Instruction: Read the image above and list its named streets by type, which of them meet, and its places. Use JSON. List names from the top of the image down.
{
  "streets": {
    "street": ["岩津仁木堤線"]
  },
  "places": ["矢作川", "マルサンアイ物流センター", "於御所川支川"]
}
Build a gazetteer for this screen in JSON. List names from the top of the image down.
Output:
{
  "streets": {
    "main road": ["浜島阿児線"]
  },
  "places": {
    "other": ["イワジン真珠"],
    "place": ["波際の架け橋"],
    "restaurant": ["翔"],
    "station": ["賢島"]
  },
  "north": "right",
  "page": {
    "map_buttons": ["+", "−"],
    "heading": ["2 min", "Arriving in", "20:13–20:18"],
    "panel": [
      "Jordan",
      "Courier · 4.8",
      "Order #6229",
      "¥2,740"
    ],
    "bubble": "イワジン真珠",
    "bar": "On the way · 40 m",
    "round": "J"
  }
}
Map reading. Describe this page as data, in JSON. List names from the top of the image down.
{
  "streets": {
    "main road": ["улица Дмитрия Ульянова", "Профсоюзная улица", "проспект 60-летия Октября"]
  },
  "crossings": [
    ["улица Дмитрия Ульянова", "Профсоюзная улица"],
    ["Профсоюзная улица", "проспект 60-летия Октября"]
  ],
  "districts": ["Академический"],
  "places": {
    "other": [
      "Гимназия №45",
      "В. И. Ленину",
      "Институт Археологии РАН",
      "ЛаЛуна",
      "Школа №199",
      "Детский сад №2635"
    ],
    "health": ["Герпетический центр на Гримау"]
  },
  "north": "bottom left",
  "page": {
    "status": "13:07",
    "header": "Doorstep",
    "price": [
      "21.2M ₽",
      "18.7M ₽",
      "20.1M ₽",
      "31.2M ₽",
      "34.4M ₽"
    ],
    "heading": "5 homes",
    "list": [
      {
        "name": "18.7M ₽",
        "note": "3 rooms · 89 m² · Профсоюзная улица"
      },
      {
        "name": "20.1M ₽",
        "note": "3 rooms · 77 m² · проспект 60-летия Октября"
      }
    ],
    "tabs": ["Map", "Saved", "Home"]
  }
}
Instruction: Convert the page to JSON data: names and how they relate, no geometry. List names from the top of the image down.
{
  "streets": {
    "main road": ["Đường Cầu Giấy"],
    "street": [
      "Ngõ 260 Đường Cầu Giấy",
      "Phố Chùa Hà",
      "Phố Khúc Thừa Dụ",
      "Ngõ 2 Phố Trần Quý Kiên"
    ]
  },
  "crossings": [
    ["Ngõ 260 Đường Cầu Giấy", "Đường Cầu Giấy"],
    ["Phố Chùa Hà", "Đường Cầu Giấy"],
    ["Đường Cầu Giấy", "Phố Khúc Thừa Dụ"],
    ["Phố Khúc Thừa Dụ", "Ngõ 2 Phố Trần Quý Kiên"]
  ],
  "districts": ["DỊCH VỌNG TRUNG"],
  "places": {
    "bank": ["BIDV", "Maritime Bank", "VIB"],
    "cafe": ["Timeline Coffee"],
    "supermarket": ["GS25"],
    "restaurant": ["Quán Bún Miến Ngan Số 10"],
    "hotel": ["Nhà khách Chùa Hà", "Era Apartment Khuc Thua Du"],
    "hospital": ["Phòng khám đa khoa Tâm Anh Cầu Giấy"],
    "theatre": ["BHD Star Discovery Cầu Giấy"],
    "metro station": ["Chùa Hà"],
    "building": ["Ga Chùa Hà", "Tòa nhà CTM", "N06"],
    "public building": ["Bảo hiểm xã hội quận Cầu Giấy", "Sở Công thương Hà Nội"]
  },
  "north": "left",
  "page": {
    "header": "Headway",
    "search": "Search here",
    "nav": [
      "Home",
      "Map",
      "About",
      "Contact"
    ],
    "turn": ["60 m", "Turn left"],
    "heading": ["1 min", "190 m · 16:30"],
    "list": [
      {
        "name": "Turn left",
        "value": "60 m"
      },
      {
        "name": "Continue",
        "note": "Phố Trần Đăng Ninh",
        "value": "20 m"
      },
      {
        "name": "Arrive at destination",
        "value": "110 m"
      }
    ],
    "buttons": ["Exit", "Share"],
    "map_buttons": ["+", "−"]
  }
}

To do => Your response should consist of the listing, reproduced exactly.

Problem solution =>
Instruction: Read the image above and list its named streets by type, which of them meet, and its places. Use JSON. List names from the top of the image down.
{
  "streets": {
    "street": ["岩津仁木堤線"]
  },
  "places": ["矢作川", "マルサンアイ物流センター", "於御所川支川"]
}
Build a gazetteer for this screen in JSON. List names from the top of the image down.
Output:
{
  "streets": {
    "main road": ["浜島阿児線"]
  },
  "places": {
    "other": ["イワジン真珠"],
    "place": ["波際の架け橋"],
    "restaurant": ["翔"],
    "station": ["賢島"]
  },
  "north": "right",
  "page": {
    "map_buttons": ["+", "−"],
    "heading": ["2 min", "Arriving in", "20:13–20:18"],
    "panel": [
      "Jordan",
      "Courier · 4.8",
      "Order #6229",
      "¥2,740"
    ],
    "bubble": "イワジン真珠",
    "bar": "On the way · 40 m",
    "round": "J"
  }
}
Map reading. Describe this page as data, in JSON. List names from the top of the image down.
{
  "streets": {
    "main road": ["улица Дмитрия Ульянова", "Профсоюзная улица", "проспект 60-летия Октября"]
  },
  "crossings": [
    ["улица Дмитрия Ульянова", "Профсоюзная улица"],
    ["Профсоюзная улица", "проспект 60-летия Октября"]
  ],
  "districts": ["Академический"],
  "places": {
    "other": [
      "Гимназия №45",
      "В. И. Ленину",
      "Институт Археологии РАН",
      "ЛаЛуна",
      "Школа №199",
      "Детский сад №2635"
    ],
    "health": ["Герпетический центр на Гримау"]
  },
  "north": "bottom left",
  "page": {
    "status": "13:07",
    "header": "Doorstep",
    "price": [
      "21.2M ₽",
      "18.7M ₽",
      "20.1M ₽",
      "31.2M ₽",
      "34.4M ₽"
    ],
    "heading": "5 homes",
    "list": [
      {
        "name": "18.7M ₽",
        "note": "3 rooms · 89 m² · Профсоюзная улица"
      },
      {
        "name": "20.1M ₽",
        "note": "3 rooms · 77 m² · проспект 60-летия Октября"
      }
    ],
    "tabs": ["Map", "Saved", "Home"]
  }
}
Instruction: Convert the page to JSON data: names and how they relate, no geometry. List names from the top of the image down.
{
  "streets": {
    "main road": ["Đường Cầu Giấy"],
    "street": [
      "Ngõ 260 Đường Cầu Giấy",
      "Phố Chùa Hà",
      "Phố Khúc Thừa Dụ",
      "Ngõ 2 Phố Trần Quý Kiên"
    ]
  },
  "crossings": [
    ["Ngõ 260 Đường Cầu Giấy", "Đường Cầu Giấy"],
    ["Phố Chùa Hà", "Đường Cầu Giấy"],
    ["Đường Cầu Giấy", "Phố Khúc Thừa Dụ"],
    ["Phố Khúc Thừa Dụ", "Ngõ 2 Phố Trần Quý Kiên"]
  ],
  "districts": ["DỊCH VỌNG TRUNG"],
  "places": {
    "bank": ["BIDV", "Maritime Bank", "VIB"],
    "cafe": ["Timeline Coffee"],
    "supermarket": ["GS25"],
    "restaurant": ["Quán Bún Miến Ngan Số 10"],
    "hotel": ["Nhà khách Chùa Hà", "Era Apartment Khuc Thua Du"],
    "hospital": ["Phòng khám đa khoa Tâm Anh Cầu Giấy"],
    "theatre": ["BHD Star Discovery Cầu Giấy"],
    "metro station": ["Chùa Hà"],
    "building": ["Ga Chùa Hà", "Tòa nhà CTM", "N06"],
    "public building": ["Bảo hiểm xã hội quận Cầu Giấy", "Sở Công thương Hà Nội"]
  },
  "north": "left",
  "page": {
    "header": "Headway",
    "search": "Search here",
    "nav": [
      "Home",
      "Map",
      "About",
      "Contact"
    ],
    "turn": ["60 m", "Turn left"],
    "heading": ["1 min", "190 m · 16:30"],
    "list": [
      {
        "name": "Turn left",
        "value": "60 m"
      },
      {
        "name": "Continue",
        "note": "Phố Trần Đăng Ninh",
        "value": "20 m"
      },
      {
        "name": "Arrive at destination",
        "value": "110 m"
      }
    ],
    "buttons": ["Exit", "Share"],
    "map_buttons": ["+", "−"]
  }
}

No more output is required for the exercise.